At the first stop sign, she taps her fingers against her coffee cup and hums a few notes under her breath.
Not loud. Just enough to make the silence feel lived-in.
She looks steady, composed—like she has it all handled.
But I’ve known her too long to be fooled by the surface.
Reece has always been the kind of person who looks fine even when she isn’t. Competence is her armor. Control is her comfort. If she can keep the world predictable, she can keep herself safe inside it.
She’s been wearing that armor tighter since Jesse.
She won’t talk about it. She doesn’t have to. I’ve seen it in small shifts—the way she over-explains anything emotional like she’s filing it under “not a big deal,” the way she laughs too quickly when something hits close, the way she goes quiet if a room feels even slightly unsafe.
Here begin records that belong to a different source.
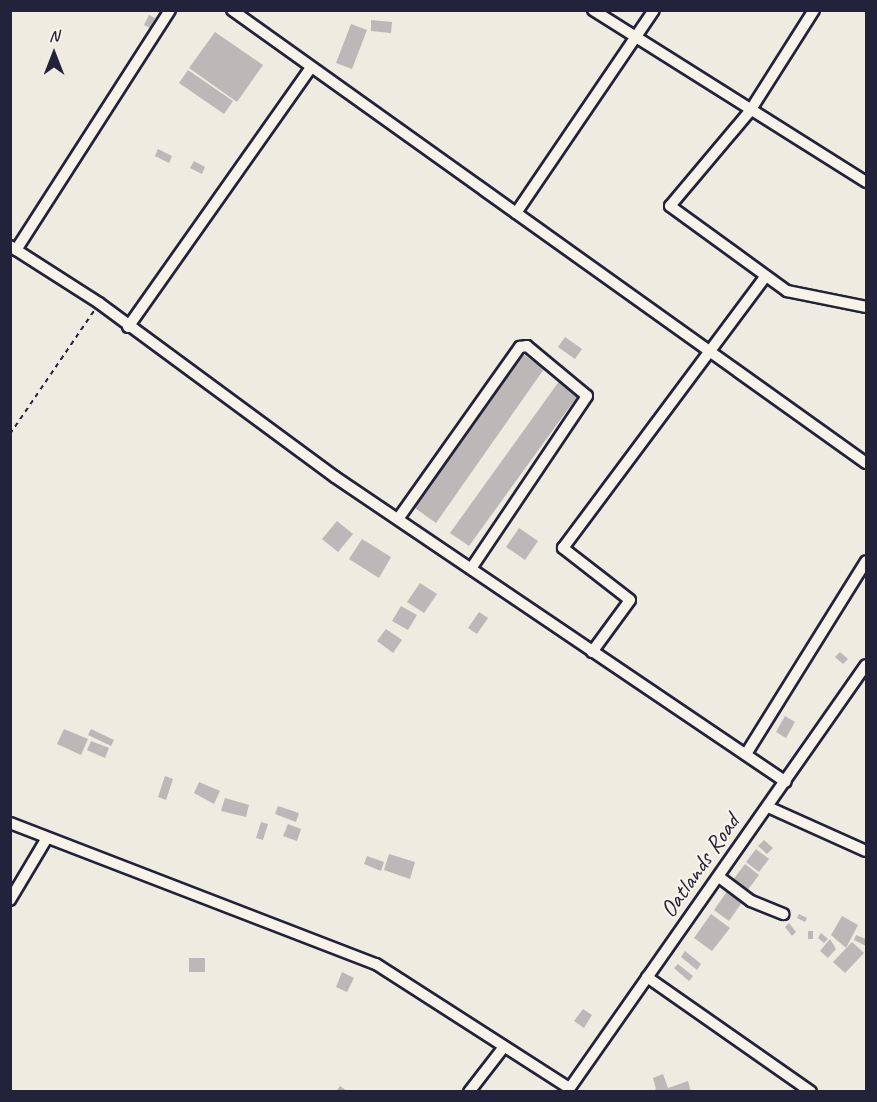 <!DOCTYPE html>
<html>
<head>
<meta charset="utf-8">
<style>
  body { margin:0 }
  #map { position:relative; width:877px; height:1102px; overflow:hidden; background:#eeebe1; font-family:Caveat,sans-serif }
  div>[style] { position:absolute }
  [style*='--x'] { left:calc(var(--x)*1px); top:calc(var(--y)*1px); width:calc(var(--w)*1px); rotate:calc(var(--a)*1deg) }
  .building>* { inset:0; background:#bbb8b7 }
  .path>* { height:2px; margin-top:-1px; transform-origin:0; background:repeating-linear-gradient(90deg,#22223b 0 4.5px,transparent 0 9px) }
  .roads { filter:drop-shadow(2px 0 #22223b) drop-shadow(-2px 0 #22223b) drop-shadow(0 2px #22223b) drop-shadow(0 -2px #22223b) }
  .minor>* { height:10px; margin:-5px; padding:0 5px; transform-origin:5px; border-radius:5px; background:#f7f3e8 }
  span { translate:-50% -50%; white-space:nowrap; text-align:center; line-height:1.15; -webkit-text-stroke:4.5px #f7f3e8; paint-order:stroke }
  .street-label { font-size:24px; color:#22223b }
  .frame { position:absolute; inset:0; border:12px solid #22223b; pointer-events:none }
  .north { position:absolute; left:24px; top:24px; width:60px; height:60px; -webkit-text-stroke:4px #f7f3e8; paint-order:stroke; rotate:0deg; font-size:16px; font-weight:700; line-height:24px; text-align:center; color:#22223b }
  .north::after { content:''; display:block; margin:auto; width:21px; height:27px; background:#22223b; clip-path:polygon(50% 0,100% 100%,50% 72%,0 100%) }
</style>
</head>
<body>
<div id="map">
  <div class="building">
    <i style="clip-path:polygon(149px 15px,155px 18px,150px 28px,144px 25px)"></i>
    <i style="clip-path:polygon(371px 20px,392px 22px,391px 33px,371px 31px)"></i>
    <i style="clip-path:polygon(351px 24px,367px 30px,352px 69px,336px 63px)"></i>
    <i style="clip-path:polygon(215px 32px,263px 65px,237px 102px,189px 68px)"></i>
    <i style="clip-path:polygon(188px 70px,233px 101px,224px 114px,179px 83px)"></i>
    <i style="clip-path:polygon(158px 149px,172px 156px,169px 163px,155px 156px)"></i>
    <i style="clip-path:polygon(194px 161px,205px 167px,202px 174px,190px 168px)"></i>
    <i style="clip-path:polygon(565px 337px,582px 349px,575px 359px,558px 347px)"></i>
    <i style="clip-path:polygon(523px 354px,544px 369px,436px 523px,415px 508px)"></i>
    <i style="clip-path:polygon(560px 380px,579px 394px,469px 546px,450px 533px)"></i>
    <i style="clip-path:polygon(337px 521px,353px 534px,338px 552px,322px 539px)"></i>
    <i style="clip-path:polygon(519px 528px,538px 541px,525px 560px,506px 547px)"></i>
    <i style="clip-path:polygon(362px 539px,391px 557px,379px 578px,349px 559px)"></i>
    <i style="clip-path:polygon(420px 583px,437px 594px,424px 613px,407px 602px)"></i>
    <i style="clip-path:polygon(401px 606px,417px 615px,408px 630px,392px 621px)"></i>
    <i style="clip-path:polygon(479px 612px,488px 618px,477px 634px,468px 628px)"></i>
    <i style="clip-path:polygon(386px 629px,402px 640px,393px 653px,377px 641px)"></i>
    <i style="clip-path:polygon(840px 652px,848px 659px,843px 664px,835px 657px)"></i>
    <i style="clip-path:polygon(785px 716px,795px 722px,786px 738px,776px 732px)"></i>
    <i style="clip-path:polygon(64px 729px,88px 739px,81px 755px,57px 744px)"></i>
    <i style="clip-path:polygon(91px 729px,114px 740px,111px 746px,88px 735px)"></i>
    <i style="clip-path:polygon(91px 741px,109px 748px,105px 758px,87px 750px)"></i>
    <i style="clip-path:polygon(165px 776px,173px 779px,166px 800px,158px 797px)"></i>
    <i style="clip-path:polygon(199px 782px,220px 791px,214px 804px,194px 793px)"></i>
    <i style="clip-path:polygon(225px 798px,249px 805px,246px 817px,221px 811px)"></i>
    <i style="clip-path:polygon(278px 806px,299px 813px,296px 822px,275px 814px)"></i>
    <i style="clip-path:polygon(261px 822px,268px 824px,263px 840px,256px 838px)"></i>
    <i style="clip-path:polygon(288px 824px,301px 829px,297px 841px,283px 836px)"></i>
    <i style="clip-path:polygon(764px 840px,773px 848px,767px 854px,758px 846px)"></i>
    <i style="clip-path:polygon(756px 849px,769px 859px,759px 872px,746px 862px)"></i>
    <i style="clip-path:polygon(389px 854px,415px 862px,410px 879px,384px 870px)"></i>
    <i style="clip-path:polygon(367px 856px,384px 862px,381px 871px,364px 864px)"></i>
    <i style="clip-path:polygon(745px 864px,759px 875px,747px 891px,733px 880px)"></i>
    <i style="clip-path:polygon(728px 890px,743px 901px,729px 921px,714px 910px)"></i>
    <i style="clip-path:polygon(711px 914px,730px 928px,712px 951px,694px 938px)"></i>
    <i style="clip-path:polygon(799px 914px,807px 918px,805px 922px,797px 918px)"></i>
    <i style="clip-path:polygon(842px 916px,858px 925px,846px 948px,831px 935px)"></i>
    <i style="clip-path:polygon(789px 923px,796px 932px,792px 936px,785px 927px)"></i>
    <i style="clip-path:polygon(808px 931px,813px 931px,813px 939px,808px 939px)"></i>
    <i style="clip-path:polygon(821px 933px,828px 939px,824px 943px,818px 938px)"></i>
    <i style="clip-path:polygon(856px 935px,866px 939px,866px 946px,854px 940px)"></i>
    <i style="clip-path:polygon(830px 939px,836px 949px,828px 958px,820px 951px)"></i>
    <i style="clip-path:polygon(852px 942px,864px 953px,845px 973px,833px 962px)"></i>
    <i style="clip-path:polygon(685px 951px,701px 964px,697px 970px,681px 957px)"></i>
    <i style="clip-path:polygon(189px 958px,205px 958px,205px 972px,189px 972px)"></i>
    <i style="clip-path:polygon(678px 964px,693px 976px,689px 981px,674px 968px)"></i>
    <i style="clip-path:polygon(342px 972px,354px 978px,347px 992px,336px 987px)"></i>
    <i style="clip-path:polygon(583px 1009px,592px 1015px,584px 1028px,574px 1021px)"></i>
    <i style="clip-path:polygon(663px 1074px,668px 1088px,688px 1081px,691px 1092px,652px 1092px,656px 1089px,653px 1078px)"></i>
    <i style="clip-path:polygon(340px 1086px,348px 1092px,336px 1092px)"></i>
  </div>
  <div class="path">
    <i style="--x:10;--y:434;--w:149;--a:-55.7"></i>
  </div>
  <div class="roads">
    <div class="minor">
      <i style="--x:232;--y:10;--w:779;--a:35.55"></i>
      <i style="--x:593;--y:10;--w:323;--a:32.2"></i>
      <i style="--x:814;--y:10;--w:120;--a:122.4"></i>
      <i style="--x:750;--y:111;--w:124;--a:130.1"></i>
      <i style="--x:670;--y:206;--w:145;--a:36"></i>
      <i style="--x:787;--y:291;--w:81;--a:11.4"></i>
      <i style="--x:516;--y:213;--w:245;--a:-55.8"></i>
      <i style="--x:10;--y:246;--w:106;--a:32.6"></i>
      <i style="--x:99;--y:303;--w:293;--a:36.4"></i>
      <i style="--x:335;--y:477;--w:544;--a:34.07"></i>
      <i style="--x:16;--y:250;--w:285;--a:-57.3"></i>
      <i style="--x:128;--y:327;--w:317;--a:-54.8"></i>
      <i style="--x:398;--y:519;--w:211;--a:-54.7"></i>
      <i style="--x:520;--y:347;--w:7;--a:-8"></i>
      <i style="--x:527;--y:346;--w:78;--a:39.8"></i>
      <i style="--x:587;--y:396;--w:206;--a:123.9"></i>
      <i style="--x:592;--y:652;--w:64;--a:-53.8"></i>
      <i style="--x:630;--y:600;--w:85;--a:-142.2"></i>
      <i style="--x:563;--y:548;--w:339;--a:-53.3"></i>
      <i style="--x:746;--y:754;--w:227;--a:-58.1"></i>
      <i style="--x:768;--y:807;--w:107;--a:24.2"></i>
      <i style="--x:10;--y:823;--w:392;--a:21.1"></i>
      <i style="--x:376;--y:964;--w:229;--a:32.7"></i>
      <i style="--x:719;--y:877;--w:40;--a:37"></i>
      <i style="--x:751;--y:901;--w:35;--a:22"></i>
      <i style="--x:10;--y:900;--w:72;--a:-59.2"></i>
      <i style="--x:647;--y:977;--w:200;--a:35"></i>
      <i style="--x:469;--y:1092;--w:56;--a:-52.3"></i>
      <i style="--x:567;--y:1092;--w:521;--a:-55"></i>
    </div>
  </div>
  <div class="street-label">
    <span style="left:700px;top:866px;rotate:-55deg">Oatlands Road</span>
  </div>
  <div class="frame"></div>
  <div class="north">N</div>
</div>
</body>
</html>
Jesse wasn’t a monster. If he had been, Reece would’ve ended it sooner. Reece doesn’t tolerate cruelty.
But Jesse was… not enough.
Not steady enough. Not attentive enough. Not someone who knew what to do with a woman like Reece—someone who can hold an entire life together with caffeine, stubbornness, and sheer force of will, but still deserves to be held back.
Jesse liked her when she was easy. When she was efficient. When she was the girlfriend who didn’t need anything from him.